▶ [Your assignment]
Search the data below for lines that include the word "canvas" and state how many there are, nothing else.

▶ [Data]
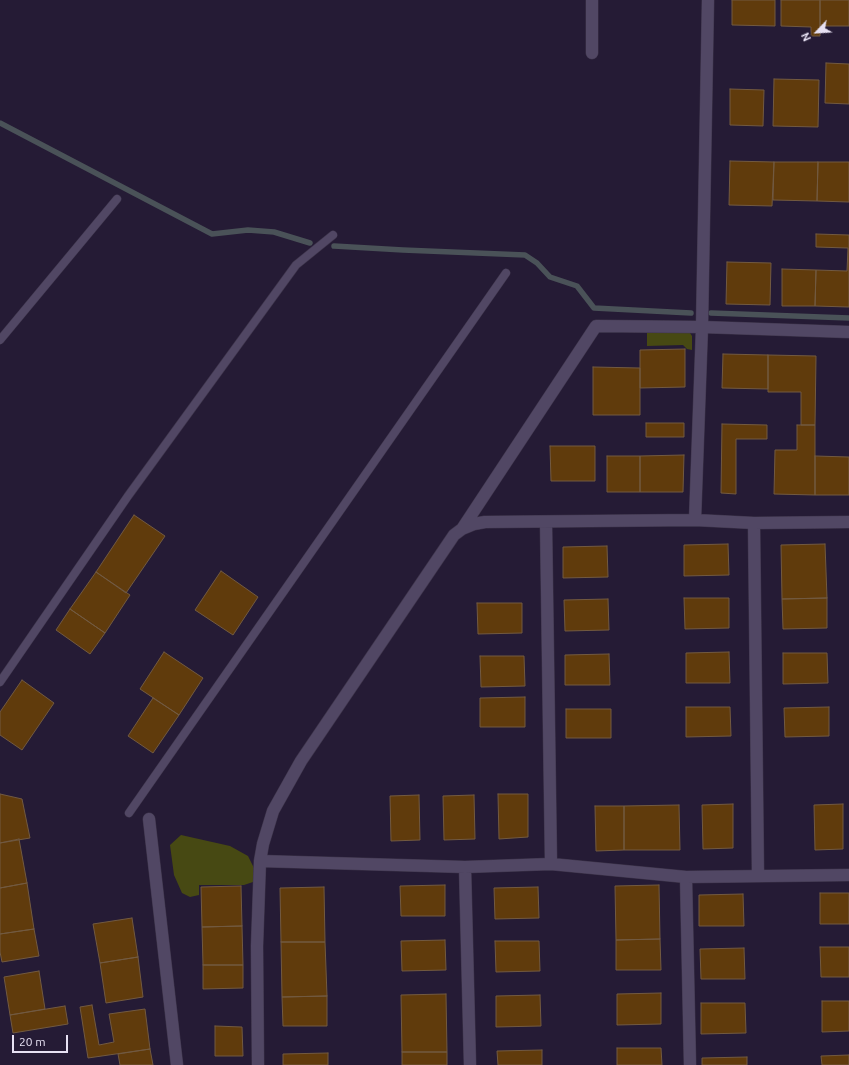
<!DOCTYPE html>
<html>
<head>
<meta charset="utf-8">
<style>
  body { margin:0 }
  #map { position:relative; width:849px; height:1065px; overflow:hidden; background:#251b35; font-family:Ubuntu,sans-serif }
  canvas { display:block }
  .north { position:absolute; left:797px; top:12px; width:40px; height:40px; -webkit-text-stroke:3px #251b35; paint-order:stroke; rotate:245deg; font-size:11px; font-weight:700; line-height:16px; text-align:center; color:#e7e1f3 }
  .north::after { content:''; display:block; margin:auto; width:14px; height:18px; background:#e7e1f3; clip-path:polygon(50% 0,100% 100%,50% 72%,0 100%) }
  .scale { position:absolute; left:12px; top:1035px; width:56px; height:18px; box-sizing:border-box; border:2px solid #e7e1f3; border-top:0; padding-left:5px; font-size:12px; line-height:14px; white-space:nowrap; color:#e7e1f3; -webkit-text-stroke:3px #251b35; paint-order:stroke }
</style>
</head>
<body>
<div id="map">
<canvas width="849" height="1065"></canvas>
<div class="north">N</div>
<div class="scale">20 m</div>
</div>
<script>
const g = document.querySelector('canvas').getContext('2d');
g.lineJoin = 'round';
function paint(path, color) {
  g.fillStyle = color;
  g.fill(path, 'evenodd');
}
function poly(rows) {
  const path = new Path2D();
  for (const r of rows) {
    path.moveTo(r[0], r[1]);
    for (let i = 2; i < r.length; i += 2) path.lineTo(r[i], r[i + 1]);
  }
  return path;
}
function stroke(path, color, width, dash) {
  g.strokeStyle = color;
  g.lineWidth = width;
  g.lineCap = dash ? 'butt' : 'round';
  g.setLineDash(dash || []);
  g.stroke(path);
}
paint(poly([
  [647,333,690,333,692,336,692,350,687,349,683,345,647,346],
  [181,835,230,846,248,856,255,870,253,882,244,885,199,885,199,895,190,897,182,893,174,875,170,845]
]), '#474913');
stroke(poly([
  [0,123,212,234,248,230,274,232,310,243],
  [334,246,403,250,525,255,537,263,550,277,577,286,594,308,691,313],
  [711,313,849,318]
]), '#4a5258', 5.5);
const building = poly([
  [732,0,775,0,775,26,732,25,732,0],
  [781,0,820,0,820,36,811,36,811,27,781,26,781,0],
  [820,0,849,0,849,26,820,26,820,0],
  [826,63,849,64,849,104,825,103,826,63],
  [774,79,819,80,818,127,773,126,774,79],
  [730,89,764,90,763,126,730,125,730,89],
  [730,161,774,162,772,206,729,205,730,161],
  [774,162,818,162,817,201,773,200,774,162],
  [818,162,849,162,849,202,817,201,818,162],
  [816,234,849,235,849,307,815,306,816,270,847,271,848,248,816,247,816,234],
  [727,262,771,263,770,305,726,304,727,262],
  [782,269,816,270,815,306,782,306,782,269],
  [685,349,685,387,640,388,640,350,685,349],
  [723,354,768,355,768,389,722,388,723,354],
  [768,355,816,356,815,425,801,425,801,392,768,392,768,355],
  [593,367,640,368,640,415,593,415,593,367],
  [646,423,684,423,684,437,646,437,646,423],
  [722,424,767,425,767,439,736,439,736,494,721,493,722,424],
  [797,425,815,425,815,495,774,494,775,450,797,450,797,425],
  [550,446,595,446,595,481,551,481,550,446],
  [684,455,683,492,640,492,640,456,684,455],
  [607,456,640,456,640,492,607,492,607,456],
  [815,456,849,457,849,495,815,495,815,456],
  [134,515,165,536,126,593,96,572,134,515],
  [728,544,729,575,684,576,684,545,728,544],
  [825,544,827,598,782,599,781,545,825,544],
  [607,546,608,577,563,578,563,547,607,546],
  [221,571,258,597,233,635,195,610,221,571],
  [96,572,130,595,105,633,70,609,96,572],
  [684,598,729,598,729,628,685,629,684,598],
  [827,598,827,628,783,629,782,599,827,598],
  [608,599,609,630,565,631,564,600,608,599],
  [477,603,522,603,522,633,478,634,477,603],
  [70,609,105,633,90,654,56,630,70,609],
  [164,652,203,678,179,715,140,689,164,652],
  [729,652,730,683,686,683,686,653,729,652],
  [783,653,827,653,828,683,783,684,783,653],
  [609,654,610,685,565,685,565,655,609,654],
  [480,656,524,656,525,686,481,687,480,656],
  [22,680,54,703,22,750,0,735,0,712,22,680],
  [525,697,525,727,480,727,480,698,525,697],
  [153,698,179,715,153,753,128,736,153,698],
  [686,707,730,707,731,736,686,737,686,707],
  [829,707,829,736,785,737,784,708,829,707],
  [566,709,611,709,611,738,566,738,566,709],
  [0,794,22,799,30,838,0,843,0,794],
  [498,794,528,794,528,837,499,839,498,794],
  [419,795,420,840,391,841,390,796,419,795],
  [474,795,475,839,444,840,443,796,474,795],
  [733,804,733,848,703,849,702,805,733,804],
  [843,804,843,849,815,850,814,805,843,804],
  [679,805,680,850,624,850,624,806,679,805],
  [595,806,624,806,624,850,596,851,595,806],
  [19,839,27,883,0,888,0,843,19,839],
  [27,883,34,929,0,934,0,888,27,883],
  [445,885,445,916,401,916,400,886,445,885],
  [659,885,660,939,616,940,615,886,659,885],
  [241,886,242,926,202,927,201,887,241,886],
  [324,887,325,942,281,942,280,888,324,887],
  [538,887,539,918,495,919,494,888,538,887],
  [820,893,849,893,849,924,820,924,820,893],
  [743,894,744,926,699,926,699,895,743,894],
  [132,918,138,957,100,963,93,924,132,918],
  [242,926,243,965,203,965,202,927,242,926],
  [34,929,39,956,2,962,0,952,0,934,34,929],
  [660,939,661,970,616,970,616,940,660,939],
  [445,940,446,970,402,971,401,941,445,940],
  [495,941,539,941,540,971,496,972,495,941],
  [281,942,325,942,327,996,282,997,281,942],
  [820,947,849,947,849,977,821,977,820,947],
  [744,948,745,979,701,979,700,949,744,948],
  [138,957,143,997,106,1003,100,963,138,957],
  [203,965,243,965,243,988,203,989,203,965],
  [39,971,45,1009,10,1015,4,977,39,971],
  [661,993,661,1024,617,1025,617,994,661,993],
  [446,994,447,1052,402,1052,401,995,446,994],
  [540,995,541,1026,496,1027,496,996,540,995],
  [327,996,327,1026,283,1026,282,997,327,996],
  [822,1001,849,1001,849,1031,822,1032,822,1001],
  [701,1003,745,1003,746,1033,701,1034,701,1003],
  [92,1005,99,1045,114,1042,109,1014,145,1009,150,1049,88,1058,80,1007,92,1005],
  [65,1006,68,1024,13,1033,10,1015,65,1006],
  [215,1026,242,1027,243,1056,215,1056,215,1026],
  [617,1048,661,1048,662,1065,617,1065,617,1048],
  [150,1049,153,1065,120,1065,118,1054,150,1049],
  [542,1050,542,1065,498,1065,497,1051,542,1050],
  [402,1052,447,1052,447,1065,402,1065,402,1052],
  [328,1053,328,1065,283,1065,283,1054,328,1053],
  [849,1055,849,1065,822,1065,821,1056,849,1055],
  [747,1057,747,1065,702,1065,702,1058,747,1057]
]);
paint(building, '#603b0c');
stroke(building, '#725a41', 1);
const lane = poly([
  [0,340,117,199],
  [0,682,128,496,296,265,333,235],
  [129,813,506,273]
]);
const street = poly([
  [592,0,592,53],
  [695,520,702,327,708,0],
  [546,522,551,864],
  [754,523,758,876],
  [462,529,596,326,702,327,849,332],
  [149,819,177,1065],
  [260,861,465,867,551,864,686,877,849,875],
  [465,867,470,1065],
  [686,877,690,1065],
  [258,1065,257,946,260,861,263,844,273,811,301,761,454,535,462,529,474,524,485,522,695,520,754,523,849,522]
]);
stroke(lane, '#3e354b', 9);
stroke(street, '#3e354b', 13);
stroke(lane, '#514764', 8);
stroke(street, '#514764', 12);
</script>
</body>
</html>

▶ [Output of the task]
3